Move over quiet quitting, bare minimum Mondays, and career cushioning: here are five signs you’re working with someone who is aware of their own underperformance, writes Roxanne Calder.
A new workplace behaviour is on the rise: the self-aware underperformer. And forget the hustle culture. Today’s workers are embracing something bolder, underperforming, and admitting it.
It used to be the delusional underperformer, the employee who thought they were doing a great job, who gave HR headaches. Yet, these issues seem paltry in comparison. The self-aware underperformer doesn’t just fall short; they think it’s acceptable.
And so must we. After all, underperformance doesn’t just materialise. Shaped by the boundaryless, people-pleasing ethos of modern corporate culture, it’s been cultivated on our watch. Optics over results, placating instead of coaching, compensating instead of addressing, and authenticity and transparency repurposed to serve as convenient excuses.
The self-aware underperformer is the inevitable outcome.
Self-awareness has long been hailed as the holy grail of performance, often tied to superior decision making, enhanced team dynamics, and thriving leadership behaviour. Despite the admissions, true self-awareness appears to be in short supply. Ninety-five per cent of people think they’re self-aware, yet only 10–15 per cent are, and this is the confronting dilemma. The perceived claim of awareness without the change is a disguise for the underperformer’s illusion of responsibility.
It feels like accountability. Yet when employees repeatedly demonstrate awareness, apologies, and empathy but fail to change, it’s no longer just their performance that suffers.
Here are five signs you are working with a self-aware underperformer:
1. Underperformance as an identity
Unashamedly, their underperformance is worn as a badge. At best, the bare minimum is delivered. What once might have been seen as complacency is now reframed as a kind of delusional authenticity: “I know I might not be the best, but I’m steady”. By leaning into this identity, they transform underperformance into their personal brand.
Instead, separate awareness from accountability. Awareness is not a deliverable. A useful response is, “Thanks for raising that. What’s your plan to fix it this week?” This keeps the conversation future-focused and signals that recognition alone isn’t enough.
2. Self-deprecation
Some employees deflect by making light of their shortcomings. With a smile or a joke, “You know I’m hopeless at numbers”, they disarm criticism. Managers may even laugh along, but six months later, the reports are still late. What feels like humility in the moment is a shield protecting a lacklustre effort to improve.

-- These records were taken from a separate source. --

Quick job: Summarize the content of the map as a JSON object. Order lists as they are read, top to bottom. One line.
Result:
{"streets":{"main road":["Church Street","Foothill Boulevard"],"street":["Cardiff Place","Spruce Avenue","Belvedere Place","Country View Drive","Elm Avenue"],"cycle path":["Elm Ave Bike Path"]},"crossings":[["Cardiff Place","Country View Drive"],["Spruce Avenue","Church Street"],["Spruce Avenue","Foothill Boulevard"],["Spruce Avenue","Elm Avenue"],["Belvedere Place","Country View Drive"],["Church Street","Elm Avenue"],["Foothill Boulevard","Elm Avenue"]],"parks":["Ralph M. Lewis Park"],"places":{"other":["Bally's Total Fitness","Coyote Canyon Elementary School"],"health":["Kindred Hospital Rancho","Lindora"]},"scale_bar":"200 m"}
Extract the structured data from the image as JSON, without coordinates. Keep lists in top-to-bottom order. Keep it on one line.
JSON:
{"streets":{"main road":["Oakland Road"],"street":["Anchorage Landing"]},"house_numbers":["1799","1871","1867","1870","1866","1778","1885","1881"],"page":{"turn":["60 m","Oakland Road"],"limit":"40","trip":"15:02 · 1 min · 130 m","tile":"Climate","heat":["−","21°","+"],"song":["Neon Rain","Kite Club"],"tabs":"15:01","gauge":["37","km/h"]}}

Instead, anchor evaluations to progress, not personality. Self-aware underperformers often rely on charm, humility, or likability. Ground assessments to measurable outcomes. What matters is not how self-aware they appear, but whether their output improves quarter to quarter.
3. Morally and passively reframed
Self-awareness is positioned as a conscious decision to reject the hustle culture. “Why should I extend myself?” or “I need to look after my health and wellbeing”. Or the most subversive refrain, “We are not saving lives”. They champion underperformance as though it’s a cause. Morally superior, they believe it to be a legitimate workplace stance.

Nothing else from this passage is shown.